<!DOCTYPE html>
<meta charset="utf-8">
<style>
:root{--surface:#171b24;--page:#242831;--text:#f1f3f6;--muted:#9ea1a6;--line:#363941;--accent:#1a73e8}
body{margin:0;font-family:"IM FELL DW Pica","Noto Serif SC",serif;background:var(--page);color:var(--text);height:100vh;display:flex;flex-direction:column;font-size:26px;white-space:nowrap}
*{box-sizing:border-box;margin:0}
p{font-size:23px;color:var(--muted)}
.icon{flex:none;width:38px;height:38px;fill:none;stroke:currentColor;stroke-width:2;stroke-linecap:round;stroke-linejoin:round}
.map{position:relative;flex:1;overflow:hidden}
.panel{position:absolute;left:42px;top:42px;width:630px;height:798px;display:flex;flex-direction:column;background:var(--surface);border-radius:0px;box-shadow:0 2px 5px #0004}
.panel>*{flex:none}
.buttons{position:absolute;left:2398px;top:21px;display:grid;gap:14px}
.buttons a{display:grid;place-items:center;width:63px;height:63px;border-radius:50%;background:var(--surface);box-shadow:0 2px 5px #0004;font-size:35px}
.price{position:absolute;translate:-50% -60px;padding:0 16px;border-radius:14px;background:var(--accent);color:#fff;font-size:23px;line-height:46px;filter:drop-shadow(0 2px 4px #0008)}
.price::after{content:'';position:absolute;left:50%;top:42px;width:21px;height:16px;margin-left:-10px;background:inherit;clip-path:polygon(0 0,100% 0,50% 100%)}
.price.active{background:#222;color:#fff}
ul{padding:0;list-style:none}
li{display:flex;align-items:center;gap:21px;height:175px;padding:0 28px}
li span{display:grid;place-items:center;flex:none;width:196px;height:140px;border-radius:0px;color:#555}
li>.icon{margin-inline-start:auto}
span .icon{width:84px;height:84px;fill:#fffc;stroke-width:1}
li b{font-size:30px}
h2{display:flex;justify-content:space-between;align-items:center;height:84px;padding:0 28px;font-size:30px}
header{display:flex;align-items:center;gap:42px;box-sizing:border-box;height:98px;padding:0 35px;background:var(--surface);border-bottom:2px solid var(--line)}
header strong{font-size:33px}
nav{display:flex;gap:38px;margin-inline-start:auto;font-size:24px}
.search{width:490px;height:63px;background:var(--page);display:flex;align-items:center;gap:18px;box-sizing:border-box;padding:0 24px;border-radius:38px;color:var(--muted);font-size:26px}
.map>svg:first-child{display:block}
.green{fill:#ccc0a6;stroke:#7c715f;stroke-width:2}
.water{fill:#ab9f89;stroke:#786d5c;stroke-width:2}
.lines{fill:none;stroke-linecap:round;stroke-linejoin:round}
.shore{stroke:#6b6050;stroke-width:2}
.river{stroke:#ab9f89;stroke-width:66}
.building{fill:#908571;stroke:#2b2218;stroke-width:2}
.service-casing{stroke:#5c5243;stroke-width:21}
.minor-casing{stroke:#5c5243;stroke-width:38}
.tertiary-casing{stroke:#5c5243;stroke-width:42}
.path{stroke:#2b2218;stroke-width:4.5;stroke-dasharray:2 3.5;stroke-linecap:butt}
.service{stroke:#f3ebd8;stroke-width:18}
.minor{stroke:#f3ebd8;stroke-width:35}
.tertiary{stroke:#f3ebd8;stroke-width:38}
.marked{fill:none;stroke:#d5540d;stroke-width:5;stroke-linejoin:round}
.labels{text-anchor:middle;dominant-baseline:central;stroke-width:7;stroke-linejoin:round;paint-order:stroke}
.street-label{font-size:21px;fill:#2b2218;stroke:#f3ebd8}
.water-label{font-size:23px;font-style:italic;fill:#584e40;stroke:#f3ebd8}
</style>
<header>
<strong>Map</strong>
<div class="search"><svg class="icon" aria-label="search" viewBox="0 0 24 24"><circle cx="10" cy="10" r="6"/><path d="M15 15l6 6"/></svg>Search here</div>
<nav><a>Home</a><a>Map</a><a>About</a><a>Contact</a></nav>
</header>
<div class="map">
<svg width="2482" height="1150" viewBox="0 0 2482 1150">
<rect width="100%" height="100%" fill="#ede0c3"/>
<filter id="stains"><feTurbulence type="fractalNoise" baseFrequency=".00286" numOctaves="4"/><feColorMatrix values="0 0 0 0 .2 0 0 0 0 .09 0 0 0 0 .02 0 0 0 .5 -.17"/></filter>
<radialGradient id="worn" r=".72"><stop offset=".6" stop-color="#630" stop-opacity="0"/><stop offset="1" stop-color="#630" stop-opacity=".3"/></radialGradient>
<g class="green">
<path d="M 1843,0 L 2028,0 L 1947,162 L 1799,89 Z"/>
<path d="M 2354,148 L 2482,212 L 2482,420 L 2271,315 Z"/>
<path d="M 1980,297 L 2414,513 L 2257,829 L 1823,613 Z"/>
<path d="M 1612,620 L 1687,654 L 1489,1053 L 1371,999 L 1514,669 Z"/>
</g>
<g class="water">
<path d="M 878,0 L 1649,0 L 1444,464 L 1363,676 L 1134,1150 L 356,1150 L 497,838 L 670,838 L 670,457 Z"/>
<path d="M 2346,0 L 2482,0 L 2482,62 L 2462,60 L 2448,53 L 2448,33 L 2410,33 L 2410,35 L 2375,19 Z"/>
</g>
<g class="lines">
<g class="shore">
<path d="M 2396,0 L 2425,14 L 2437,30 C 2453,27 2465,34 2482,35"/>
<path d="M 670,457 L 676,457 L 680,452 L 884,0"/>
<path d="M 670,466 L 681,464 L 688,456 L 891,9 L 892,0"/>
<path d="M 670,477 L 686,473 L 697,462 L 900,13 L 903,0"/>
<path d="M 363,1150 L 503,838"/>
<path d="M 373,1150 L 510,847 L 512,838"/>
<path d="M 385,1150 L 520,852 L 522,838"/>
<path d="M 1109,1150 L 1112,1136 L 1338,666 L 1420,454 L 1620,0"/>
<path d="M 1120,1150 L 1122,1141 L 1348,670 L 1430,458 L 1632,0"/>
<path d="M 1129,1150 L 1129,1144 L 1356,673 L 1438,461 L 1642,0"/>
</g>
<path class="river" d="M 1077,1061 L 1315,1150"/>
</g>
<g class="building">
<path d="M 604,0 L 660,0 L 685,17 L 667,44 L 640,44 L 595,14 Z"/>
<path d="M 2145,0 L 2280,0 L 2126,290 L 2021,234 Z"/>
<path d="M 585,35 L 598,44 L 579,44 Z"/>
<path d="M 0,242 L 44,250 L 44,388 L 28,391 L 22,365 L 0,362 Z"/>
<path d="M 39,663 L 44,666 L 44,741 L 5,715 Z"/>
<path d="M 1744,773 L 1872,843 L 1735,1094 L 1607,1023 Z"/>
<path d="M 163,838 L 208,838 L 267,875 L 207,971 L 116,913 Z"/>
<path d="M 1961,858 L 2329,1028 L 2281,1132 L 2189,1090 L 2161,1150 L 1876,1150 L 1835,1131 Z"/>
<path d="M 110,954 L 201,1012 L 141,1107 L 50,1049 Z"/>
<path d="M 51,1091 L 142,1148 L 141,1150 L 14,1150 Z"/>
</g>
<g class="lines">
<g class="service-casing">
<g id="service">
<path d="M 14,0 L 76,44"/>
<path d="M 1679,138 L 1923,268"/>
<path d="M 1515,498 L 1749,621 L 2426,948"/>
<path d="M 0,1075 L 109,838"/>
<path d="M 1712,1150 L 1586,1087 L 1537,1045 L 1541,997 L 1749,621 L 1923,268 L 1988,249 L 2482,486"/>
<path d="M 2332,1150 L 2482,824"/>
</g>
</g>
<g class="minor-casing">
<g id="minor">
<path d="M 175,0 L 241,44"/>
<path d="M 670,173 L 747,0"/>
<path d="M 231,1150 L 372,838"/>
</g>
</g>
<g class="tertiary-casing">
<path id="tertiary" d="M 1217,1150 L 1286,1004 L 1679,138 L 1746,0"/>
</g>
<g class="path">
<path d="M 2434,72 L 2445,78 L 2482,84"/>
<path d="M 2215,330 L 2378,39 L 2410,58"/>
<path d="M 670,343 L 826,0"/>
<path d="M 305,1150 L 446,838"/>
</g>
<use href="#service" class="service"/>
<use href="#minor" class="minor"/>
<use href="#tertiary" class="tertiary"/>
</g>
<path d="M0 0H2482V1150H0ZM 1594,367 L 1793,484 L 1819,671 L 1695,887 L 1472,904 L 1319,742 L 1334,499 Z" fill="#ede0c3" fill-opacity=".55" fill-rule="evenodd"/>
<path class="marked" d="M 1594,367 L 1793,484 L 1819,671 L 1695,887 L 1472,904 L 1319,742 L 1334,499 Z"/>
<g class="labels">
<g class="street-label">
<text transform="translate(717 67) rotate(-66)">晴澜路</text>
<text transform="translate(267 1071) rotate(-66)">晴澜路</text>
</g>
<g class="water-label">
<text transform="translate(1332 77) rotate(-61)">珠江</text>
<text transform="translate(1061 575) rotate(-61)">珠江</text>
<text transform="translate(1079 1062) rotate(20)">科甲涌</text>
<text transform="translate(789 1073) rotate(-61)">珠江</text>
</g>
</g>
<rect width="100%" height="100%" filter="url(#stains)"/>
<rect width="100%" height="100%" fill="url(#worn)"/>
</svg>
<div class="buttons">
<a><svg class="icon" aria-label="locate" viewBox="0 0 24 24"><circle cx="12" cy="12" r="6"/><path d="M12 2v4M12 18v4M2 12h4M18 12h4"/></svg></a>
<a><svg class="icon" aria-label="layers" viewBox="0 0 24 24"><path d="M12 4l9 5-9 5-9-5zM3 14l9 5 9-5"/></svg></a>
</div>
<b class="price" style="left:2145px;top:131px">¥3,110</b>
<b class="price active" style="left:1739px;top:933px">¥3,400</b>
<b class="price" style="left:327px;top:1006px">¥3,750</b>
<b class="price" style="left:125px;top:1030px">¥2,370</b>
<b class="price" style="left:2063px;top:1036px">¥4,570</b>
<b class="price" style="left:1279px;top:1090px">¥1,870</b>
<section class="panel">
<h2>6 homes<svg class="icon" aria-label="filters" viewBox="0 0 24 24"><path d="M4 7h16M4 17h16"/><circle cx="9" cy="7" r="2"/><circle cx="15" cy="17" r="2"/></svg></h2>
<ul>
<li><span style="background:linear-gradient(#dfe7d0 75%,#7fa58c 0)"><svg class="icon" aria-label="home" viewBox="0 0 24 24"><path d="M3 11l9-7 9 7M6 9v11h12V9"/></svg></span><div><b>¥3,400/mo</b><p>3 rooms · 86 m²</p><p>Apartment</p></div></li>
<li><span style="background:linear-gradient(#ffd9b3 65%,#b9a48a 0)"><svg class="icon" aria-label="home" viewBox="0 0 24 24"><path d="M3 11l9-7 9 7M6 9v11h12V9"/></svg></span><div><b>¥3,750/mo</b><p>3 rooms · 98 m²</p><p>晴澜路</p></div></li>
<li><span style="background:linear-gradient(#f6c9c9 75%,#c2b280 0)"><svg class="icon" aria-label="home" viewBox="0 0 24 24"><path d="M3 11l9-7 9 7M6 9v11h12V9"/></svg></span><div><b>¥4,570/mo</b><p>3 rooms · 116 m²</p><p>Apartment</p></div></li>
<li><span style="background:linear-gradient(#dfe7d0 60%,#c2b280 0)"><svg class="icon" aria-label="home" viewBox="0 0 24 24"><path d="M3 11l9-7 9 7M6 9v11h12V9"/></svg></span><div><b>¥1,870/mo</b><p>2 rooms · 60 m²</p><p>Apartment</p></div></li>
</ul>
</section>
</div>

WHAT NEEDS TO BE DONE
Could you return all lines from the records that include the word "worn"?

YOUR SOLUTION
<radialGradient id="worn" r=".72"><stop offset=".6" stop-color="#630" stop-opacity="0"/><stop offset="1" stop-color="#630" stop-opacity=".3"/></radialGradient>
<rect width="100%" height="100%" fill="url(#worn)"/>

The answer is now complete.